In its comment, intervenor U.P. cites several cases decided by this
Court wherein its title to the property contested in these cases has
long been upheld, namely:
1) Tiburcio v. PHHC and U.P., 106 Phil. 477;
2) Galvez and Tiburcio v. Tuason, dela Paz, U.P. and PHHC,
10 SCRA 344;
3) PHHC and U.P. v. Mencias, 20 SCRA 1031;
4) Katigbak v. IAC, Director of Lands and U.P., G.R. No. L-
67414, December 7, 1988;
5) Varsity Hills, Inc. v. Mariano, 163 SCRA 132;
6) Roberto A. Pael, et al. v. Court of Appeals, et al., G.R. No.
97277, April 15, 1992; and
7) Krus na Ligas Farmers Multi-Purpose Cooperative v. U.P.
and Office of the Presidential Legal Assistant, G.R. No.
107622, March 23, 1993.
Intervenor U.P. specifically cites the decision in Roberto A. Pael et
al. v. Court of Appeals, et al., supra, wherein the title of the Paels
was declared to be of dubious origin and a fabrication. Hence,
since respondents derive their titles from a defective title, their titles
should also be null and void.
By way of historical backgrounder, intervenor U.P. narrates that its
titles previously covered by TCT No. 9462 emanated from a sale by
the Commonwealth of the Philippines to the University in 1949.
Prior to that, the U.P. title can be traced back to OCT No. 730 in the
name of Mariano Severo Tuason and others as early as 1914.

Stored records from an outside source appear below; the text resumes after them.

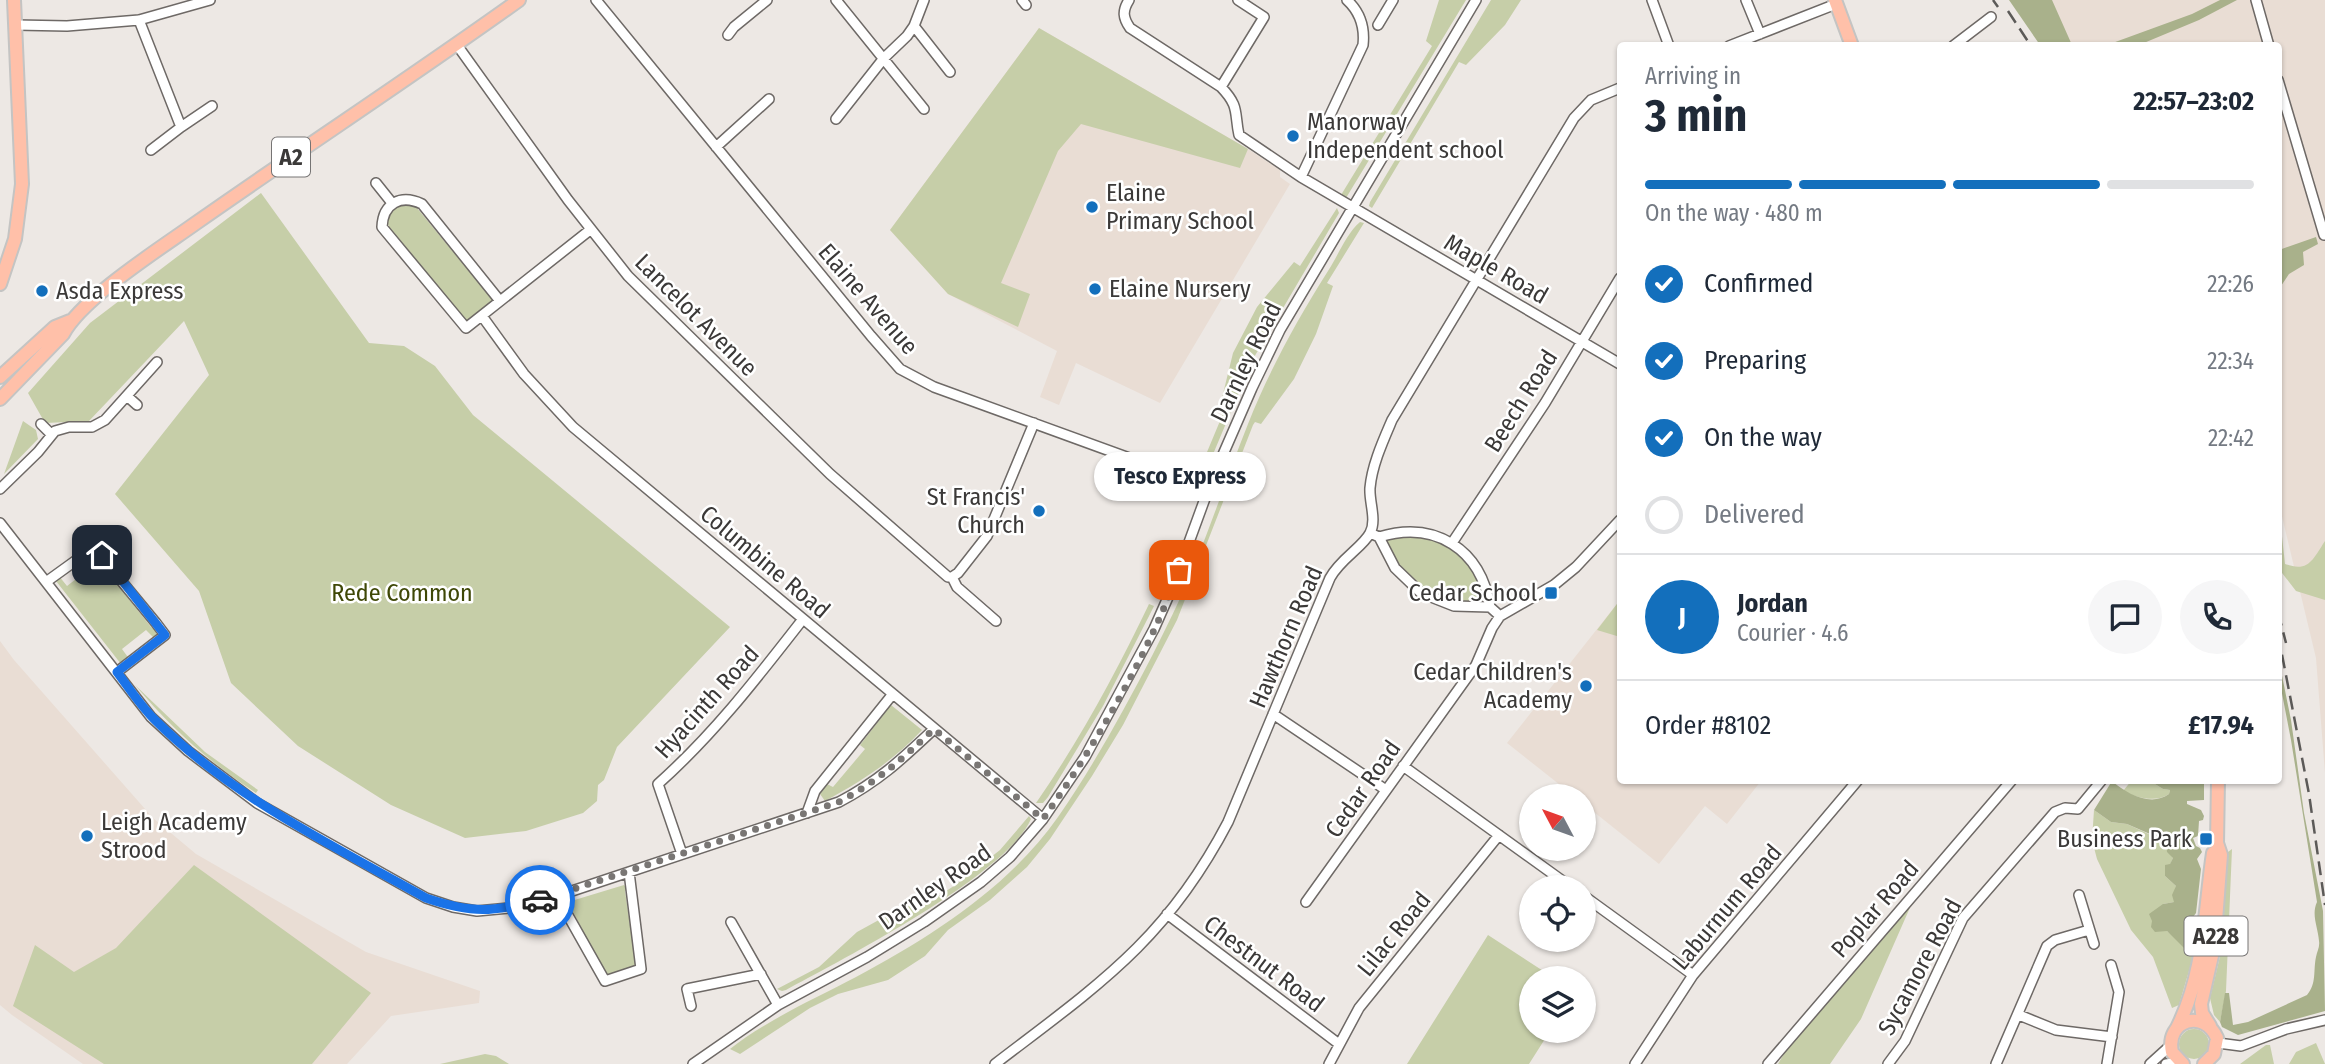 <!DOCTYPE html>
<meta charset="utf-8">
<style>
:root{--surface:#fff;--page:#f6f6f7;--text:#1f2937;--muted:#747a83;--line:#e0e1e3;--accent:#136fbc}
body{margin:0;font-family:"Fira Sans Condensed",sans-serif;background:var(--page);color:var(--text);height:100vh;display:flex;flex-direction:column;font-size:26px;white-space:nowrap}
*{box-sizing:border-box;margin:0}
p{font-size:23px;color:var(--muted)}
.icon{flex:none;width:38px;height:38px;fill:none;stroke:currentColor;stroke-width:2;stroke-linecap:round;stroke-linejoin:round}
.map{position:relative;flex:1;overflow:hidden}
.sheet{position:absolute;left:1617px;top:42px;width:665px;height:742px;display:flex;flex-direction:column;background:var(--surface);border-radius:7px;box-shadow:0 2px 5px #0004}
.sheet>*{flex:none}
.needle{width:46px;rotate:311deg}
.controls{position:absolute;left:1519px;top:784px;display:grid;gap:14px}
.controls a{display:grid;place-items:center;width:77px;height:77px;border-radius:50%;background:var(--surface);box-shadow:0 2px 5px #0004;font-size:35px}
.pin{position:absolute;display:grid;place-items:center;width:60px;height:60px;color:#fff;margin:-30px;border-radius:14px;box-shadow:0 4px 10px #0006}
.courier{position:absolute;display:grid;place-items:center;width:70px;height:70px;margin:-35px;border:5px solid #1a73e8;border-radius:50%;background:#fff;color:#222;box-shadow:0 2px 9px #0007}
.bubble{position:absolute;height:49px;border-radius:24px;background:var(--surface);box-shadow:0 2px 5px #0004;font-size:23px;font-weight:700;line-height:49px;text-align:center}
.headline em{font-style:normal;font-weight:700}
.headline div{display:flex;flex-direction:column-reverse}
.headline{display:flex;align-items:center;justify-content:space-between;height:119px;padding:0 28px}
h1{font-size:46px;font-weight:700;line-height:52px}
.bar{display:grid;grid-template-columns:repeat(4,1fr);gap:10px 7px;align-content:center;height:84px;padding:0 28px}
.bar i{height:9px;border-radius:5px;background:var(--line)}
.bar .on{background:var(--accent)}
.bar p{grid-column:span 4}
.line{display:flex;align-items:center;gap:18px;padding:0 28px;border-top:2px solid var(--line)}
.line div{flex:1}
.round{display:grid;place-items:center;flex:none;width:74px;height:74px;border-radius:37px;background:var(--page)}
ol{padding:0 28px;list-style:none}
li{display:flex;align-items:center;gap:21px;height:77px}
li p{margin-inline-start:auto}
li .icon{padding:7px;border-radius:50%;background:var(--accent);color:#fff;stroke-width:4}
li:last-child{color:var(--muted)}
li i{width:38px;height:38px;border:4px solid var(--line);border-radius:50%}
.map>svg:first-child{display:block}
.built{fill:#e9ddd4}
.green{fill:#c6cea8}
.forest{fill:#a9b18b}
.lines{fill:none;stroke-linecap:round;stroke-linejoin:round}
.minor-casing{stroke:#6e6966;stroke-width:12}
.major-casing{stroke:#c4c4c3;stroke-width:16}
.minor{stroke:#fff;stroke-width:9}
.major{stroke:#ffc0a9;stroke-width:12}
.rail{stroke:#5c5a58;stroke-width:2.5;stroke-dasharray:14 7;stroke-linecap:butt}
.done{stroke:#797674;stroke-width:7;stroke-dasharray:0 12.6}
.route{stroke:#1a73e8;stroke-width:9}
.poi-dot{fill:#136fbc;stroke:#fff;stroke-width:2.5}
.labels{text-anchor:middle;stroke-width:5;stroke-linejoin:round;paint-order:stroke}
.shield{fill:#fff;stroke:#767474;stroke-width:2}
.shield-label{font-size:23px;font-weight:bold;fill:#3b3938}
.poi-label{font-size:24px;fill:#3b3938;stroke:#fff;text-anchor:start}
.street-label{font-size:24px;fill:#3b3938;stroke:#fff}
.park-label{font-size:24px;fill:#3f4807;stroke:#fff}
</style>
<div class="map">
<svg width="2325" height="1064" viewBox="0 0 2325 1064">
<rect width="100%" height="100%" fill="#ede8e4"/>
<path class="built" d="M2021 0H2325V773L2316 658 2279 504 2278 46 2055 45Z
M1039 28 1248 149 1280 170V177L1290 184 1160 403 1076 363 1059 405 1040 397 1057 351 948 294 890 230Z
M1620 600V780L1761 781 1727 824 1705 806 1659 864 1584 804V796H1574L1507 743Z
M0 641 14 660 153 818 196 854 366 952 480 991 479 1003 391 1016 347 1064H83L12 1015 0 1005Z"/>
<path class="green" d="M1439 0H1466L1346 198 1341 195 1432 46 1426 41Z
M1491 0H1521L1505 25 1466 65 1459 62 1372 208 1369 206 1370 202Z
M1039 28 1248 149 1240 168 1081 124 1058 151 1001 283 1030 294 1018 327 948 294 890 230Z
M261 193 369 343 404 346 435 366 473 415 730 627 617 747 604 780 598 785 597 801 583 813 526 831 465 838 391 805 298 746 231 683 199 591 115 494 209 375 184 321 89 421 45 423 28 393 90 323Z
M410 204 417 208 487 293 490 292 495 302 466 324 390 234 387 218C392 208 398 205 410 204Z
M1337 208 1339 213 1253 359 1206 471 1201 477 1197 476 1225 409 1220 406 1233 353 1257 307 1294 262 1300 266Z
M1360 222 1364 223 1327 283 1333 286 1316 334 1294 379 1261 424 1255 422 1253 425 1177 620 1123 725 1092 776 1050 839 1027 867 990 900 948 930 925 956 888 980 838 994 810 1008 740 1054 730 1049C765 1021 816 998 856 977 931 937 1009 887 1058 817 1094 765 1124 710 1153 654 1166 628 1179 602 1190 576 1211 526 1228 474 1248 424 1269 371 1297 320 1328 271 1338 256 1346 234 1360 222Z
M23 421 36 430 38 439 4 474Z
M2279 527H2281L2285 564C2309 573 2313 559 2325 541V600L2296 591 2279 569Z
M1394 537C1403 537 1413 536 1422 537 1457 541 1480 573 1485 605 1431 602 1409 588 1384 540Z
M87 554H92L100 558V563L151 627 156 629V640L146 630 122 649 130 660 121 664 56 581 59 576 67 586 94 565Z
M1620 600V637L1597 630Z
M1149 604 1154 606 1148 618 1103 706 1048 797 1043 803H1036C1079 741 1116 673 1149 604Z
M135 685 205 752 258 790 256 793C210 763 170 727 135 685Z
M891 705 922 730C893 761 862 781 825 801L820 794 827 784 833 787 865 749 860 745Z
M2132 780 2150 781 2163 789 2170 790 2169 794C2156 803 2137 798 2123 791Z
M2094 810 2111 822 2127 824 2166 842 2167 849 2173 858 2165 876 2176 886 2174 902 2163 904 2167 931 2188 948 2194 944 2196 947 2179 1005 2172 1008 2153 957 2131 930 2097 859 2092 840Z
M1029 816 1031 819C1007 875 843 959 786 990L782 991 777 989 819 967 857 932 897 910 935 898 954 886 1000 850Z
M2232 849 2226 991 2220 1022 2214 1015 2210 998 2223 944 2224 855Z
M194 865 371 993 312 1064H104L13 1006 35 945 74 972 116 948Z
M624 885 628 890 625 891 636 966 606 975 571 908 568 909V902Z
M1912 903 1861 1019 1830 1064H1778L1785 1052 1860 961Z
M1488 935 1554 978H1531V1031H1550L1529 1064H1407Z
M2179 1044a15 15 0 1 1 30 0a15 15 0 1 1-30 0Z
M2316 1043 2325 1064H2289L2296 1052Z
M2266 1045H2270L2274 1064H2240Z
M485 1054 496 1056 509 1064H440Z"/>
<path class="forest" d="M2009 0H2052L2072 45H2040Z
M2220 0H2237L2199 20 2139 45H2107L2192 14Z
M2316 237 2318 244 2303 252 2304 265 2289 274 2279 289V250Z
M2279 661 2291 720 2304 813 2323 911 2325 1011 2238 1035 2222 1027 2220 1022 2225 993H2229L2233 1025 2248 1022 2307 995C2317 983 2313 971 2316 957 2317 951 2320 947 2319 941 2318 927 2311 915 2317 902L2291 740 2279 678Z
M2112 781C2127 794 2151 807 2169 794L2170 790 2163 789 2150 781H2204V800L2187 801V804L2201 810 2204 816 2203 820 2199 821 2198 836 2193 838 2196 846 2200 848 2202 852 2197 859 2201 869 2196 913 2193 917 2196 940 2194 944 2184 948 2167 931 2155 932 2151 927 2152 921 2149 914 2163 904 2174 902 2172 895 2176 886 2165 876V865L2170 864 2173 858 2167 852 2166 841 2127 824 2111 822 2094 810Z"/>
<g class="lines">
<g class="minor-casing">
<path id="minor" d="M596 0 871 336 900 369 934 387 1209 487
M836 0 924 109
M1022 0 1026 5
M1129 0C1122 11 1123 18 1130 28L1221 87C1240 107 1234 112 1239 135L1301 177 1620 364
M1652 0 1669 46
M1746 0 1760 34
M2256 0 2269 46
M139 20 181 127 151 150
M16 25 67 26 139 20 210 0
M1378 25 1393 0
M914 26 950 72
M728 35 734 27 767 0
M457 45 568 200 628 276 830 474 948 577H952L958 573 987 536 1034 423
M1729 46 1836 4
M1953 46 1991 17
M2278 80 2324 235
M1221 87 1264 17 1238 0
M836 119 884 58 907 36 914 26 924 0
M181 127 212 106
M716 147 769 99
M1301 177 1363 45C1365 27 1360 12 1347 0
M376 183 392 203
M500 301 422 204C401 194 383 203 382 227L466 328 590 230
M482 316 524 374 573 427 1043 819
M127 396 137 405
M41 424 51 434
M0 489 38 452 55 431 69 427H92L105 420 157 362
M0 523 151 717 188 751 257 803 426 898 453 907 477 911 509 908 557 896 839 802C879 781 901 760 934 729
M1370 533 1379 537 1395 568 1421 593 1454 606 1490 607 1500 616
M1379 537C1435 520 1481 549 1490 607
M1452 543 1545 403 1620 278
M952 577 957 587 996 621
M46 582 89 551 95 549 156 623 165 635 117 672
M1273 714 1386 790
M1403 766 1571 887
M807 813 815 791 892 695
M682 854 658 784C714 734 757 678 803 619
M2079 895 2094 944
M557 896 605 981 641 969 629 872
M1584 896 1693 975
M1306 902 1476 665 1492 628 1500 616 1554 585 1576 567 1620 520
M1167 914 1339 1044
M731 922 778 1005
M691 1006 687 989 761 974
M2019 1015 2056 1030 2112 1037
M2218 1043 2241 1046 2286 1029 2325 1020
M693 1064 778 1005 867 957 924 922 981 882 1010 857 1043 819 1085 757 1154 629 1173 586 1211 482 1252 388 1280 330 1476 0
M995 1064C1043 1027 1094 991 1137 948 1174 911 1204 868 1228 822L1330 578C1340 559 1363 547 1370 533 1377 520 1369 502 1370 488 1372 465 1383 441 1392 420L1574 118 1591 100 1620 88
M1329 1064 1359 1008 1499 835
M1635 1064 1693 975 1858 780
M1768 1064 2012 780
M1888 1064 1905 1041 1963 918 2055 812 2065 808 2078 809 2102 780
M1996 1064 2047 946 2055 940 2089 930
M2107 1064 2119 992 2111 965
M2150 1064 2171 1045
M2166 1064 2180 1062"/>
</g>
<g class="major-casing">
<path id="major" d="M1835 0 1852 46
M0 284 15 239 22 184 14 0
M0 377 55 327 70 321
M0 399 63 334C82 298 161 248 196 223 303 148 413 76 519 0
M2210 1026 2202 1013 2201 1004 2214 947 2221 855 2217 843 2218 780
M2177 1028C2205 972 2204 913 2213 853
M2183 1064 2172 1052C2165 1020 2204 1008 2217 1038L2214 1054 2204 1064"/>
</g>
<use href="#minor" class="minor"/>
<use href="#major" class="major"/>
<path class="rail" d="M1993 0 1998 7
M2008 11 2031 46
M2278 612 2286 643
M2278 634 2309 794 2325 905"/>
</g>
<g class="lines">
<path class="done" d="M540 900 839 802C878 781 902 759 934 729L1043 819C1095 746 1148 655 1179 570"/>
<path class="route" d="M102 555 165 635 117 672C129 688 140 705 154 719 232 797 330 844 426 898 472 914 493 912 540 900"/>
</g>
<g class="poi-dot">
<circle cx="1293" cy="136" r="7"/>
<circle cx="1092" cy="207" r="7"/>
<circle cx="1095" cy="289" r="7"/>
<circle cx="42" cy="291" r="7"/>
<circle cx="1039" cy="511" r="7"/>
<rect x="1544" y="586" width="14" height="14" rx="3.5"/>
<circle cx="1586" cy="686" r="7"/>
<circle cx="87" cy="836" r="7"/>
<rect x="2199" y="832" width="14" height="14" rx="3.5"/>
</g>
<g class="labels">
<g class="shield">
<rect x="272" y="137.5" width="38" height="39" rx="5"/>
<rect x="2184.5" y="916.5" width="63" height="39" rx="5"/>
</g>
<g class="shield-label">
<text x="291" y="165">A2</text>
<text x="2216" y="944">A228</text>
</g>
<g class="poi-label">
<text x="1307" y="130">Manorway<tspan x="1307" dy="28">Independent school</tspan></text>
<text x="1106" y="201">Elaine<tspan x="1106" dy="28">Primary School</tspan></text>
<text x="1109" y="297">Elaine Nursery</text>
<text x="56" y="299">Asda Express</text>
<text x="1025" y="505" text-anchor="end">St Francis'<tspan x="1025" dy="28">Church</tspan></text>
<text x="1537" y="601" text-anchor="end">Cedar School</text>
<text x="1572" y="680" text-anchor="end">Cedar Children's<tspan x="1572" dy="28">Academy</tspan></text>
<text x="101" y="830">Leigh Academy<tspan x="101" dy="28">Strood</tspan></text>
<text x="2192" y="847" text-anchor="end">Business Park</text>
</g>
<g class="street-label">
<text transform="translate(1496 269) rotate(30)" y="8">Maple Road</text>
<text transform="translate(868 299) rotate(49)" y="8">Elaine Avenue</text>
<text transform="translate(696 315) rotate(45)" y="8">Lancelot Avenue</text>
<text transform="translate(1246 362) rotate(-64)" y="8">Darnley Road</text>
<text transform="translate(1521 401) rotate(-58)" y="8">Beech Road</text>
<text transform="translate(765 562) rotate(40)" y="8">Columbine Road</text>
<text transform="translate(1286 637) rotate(-67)" y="8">Hawthorn Road</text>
<text transform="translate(707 702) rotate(-48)" y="8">Hyacinth Road</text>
<text transform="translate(1363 789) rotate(-55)" y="8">Cedar Road</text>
<text transform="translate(935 887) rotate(-35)" y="8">Darnley Road</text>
<text transform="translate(1727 907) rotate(-50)" y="8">Laburnum Road</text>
<text transform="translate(1875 909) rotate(-49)" y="8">Poplar Road</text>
<text transform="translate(1394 934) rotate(-51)" y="8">Lilac Road</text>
<text transform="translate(1264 964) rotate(37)" y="8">Chestnut Road</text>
<text transform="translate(1920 967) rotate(-62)" y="8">Sycamore Road</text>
</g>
<g class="park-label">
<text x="402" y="601">Rede Common</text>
</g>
</g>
</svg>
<div class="controls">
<a><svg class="needle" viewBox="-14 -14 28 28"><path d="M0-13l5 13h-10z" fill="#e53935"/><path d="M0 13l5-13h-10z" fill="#747a83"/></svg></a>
<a><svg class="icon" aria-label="locate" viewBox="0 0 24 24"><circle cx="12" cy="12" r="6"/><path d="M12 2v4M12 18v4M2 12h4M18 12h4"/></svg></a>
<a><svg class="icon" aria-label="layers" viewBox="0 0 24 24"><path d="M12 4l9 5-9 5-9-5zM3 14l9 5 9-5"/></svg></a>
</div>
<div class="pin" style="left:1179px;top:570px;background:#ea580c"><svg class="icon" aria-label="bag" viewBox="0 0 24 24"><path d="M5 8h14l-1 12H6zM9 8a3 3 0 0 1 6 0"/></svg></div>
<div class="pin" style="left:102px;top:555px;background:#1f2937"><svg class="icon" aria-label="home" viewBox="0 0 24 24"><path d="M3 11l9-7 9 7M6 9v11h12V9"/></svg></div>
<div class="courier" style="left:540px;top:900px"><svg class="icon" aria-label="car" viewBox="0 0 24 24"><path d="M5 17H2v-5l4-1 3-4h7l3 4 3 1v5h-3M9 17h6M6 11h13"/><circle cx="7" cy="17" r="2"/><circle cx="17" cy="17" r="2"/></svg></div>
<div class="bubble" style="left:1094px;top:452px;width:172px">Tesco Express</div>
<section class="sheet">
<div class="headline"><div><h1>3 min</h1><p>Arriving in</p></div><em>22:57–23:02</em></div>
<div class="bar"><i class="on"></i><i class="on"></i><i class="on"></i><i></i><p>On the way · 480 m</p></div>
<ol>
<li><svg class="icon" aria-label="check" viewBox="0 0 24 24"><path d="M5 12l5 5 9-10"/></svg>Confirmed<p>22:26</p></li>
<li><svg class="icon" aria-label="check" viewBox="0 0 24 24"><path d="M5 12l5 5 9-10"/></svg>Preparing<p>22:34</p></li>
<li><svg class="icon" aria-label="check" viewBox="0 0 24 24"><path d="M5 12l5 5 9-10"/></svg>On the way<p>22:42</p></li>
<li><i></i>Delivered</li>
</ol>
<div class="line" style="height:126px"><b class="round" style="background:var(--accent);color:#fff">J</b><div><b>Jordan</b><p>Courier · 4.6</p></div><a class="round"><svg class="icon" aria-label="chat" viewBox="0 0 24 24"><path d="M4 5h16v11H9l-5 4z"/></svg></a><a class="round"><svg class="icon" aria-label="phone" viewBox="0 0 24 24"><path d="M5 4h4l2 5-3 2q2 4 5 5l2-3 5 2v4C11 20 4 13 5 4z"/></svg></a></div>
<div class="line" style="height:91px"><div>Order #8102</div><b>£17.94</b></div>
</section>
</div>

On the other hand, respondents Chin and Mallari contend that their
titles, TCT Nos. 52928 and 52929, cover lands which are outside of
the properties validly and legitimately owned by, and titled in the
name of, U.P. They claim that there is neither encroachment nor
overlapping.
Considering the conflicting claims by U.P. and respondents, the
ascertainment of boundaries of the lands they respectively claim
becomes imperative. The instant cases have altogether taken more
than eight (8) years. Despite the exceedingly voluminous records,
the boundaries of the properties covered by the disputed titles of
respondents and the boundaries of the lands covered by the title of
U.P. are not discussed therein. In order to avoid the institution of
new cases and thus obviate further litigation, we deem it best to
have any conflict and dispute on this matter speedily resolved
through an intervention. Concomitantly, there is a need for
reception of further evidence which, however, can not be done
before this Court. Hence, this case should be remanded to the
Court of Appeals for reception of evidence relevant to determining
the boundaries of the conflicting claims between U.P. and
respondents Chin and Mallari over the property in
dispute.1âwphi1.nêt
WHEREFORE, in view of the foregoing, the motion for intervention
of the University of the Philippines is GRANTED. The case
is REMANDED to the Court of Appeals for reception of evidence on
the conflicting claims over the property covered by TCT Nos. 52928
and 52929 between the intervernor University of the Philippines, on
the one hand, and respondents Jorge H. Chin and Renato B.
Mallari, on the other hand. The motions for reconsideration filed by
petitioners are DENIED for lack of merit. This denial is FINAL and
no further pleadings from petitioners will be entertained.
SO ORDERED.
Davide, Jr., C.J., Puno, Kapunan, Pardo, JJ., concur.

Heirs of Antonio Pael vs. Court of Appeals, 371 SCRA 587, G.R. No.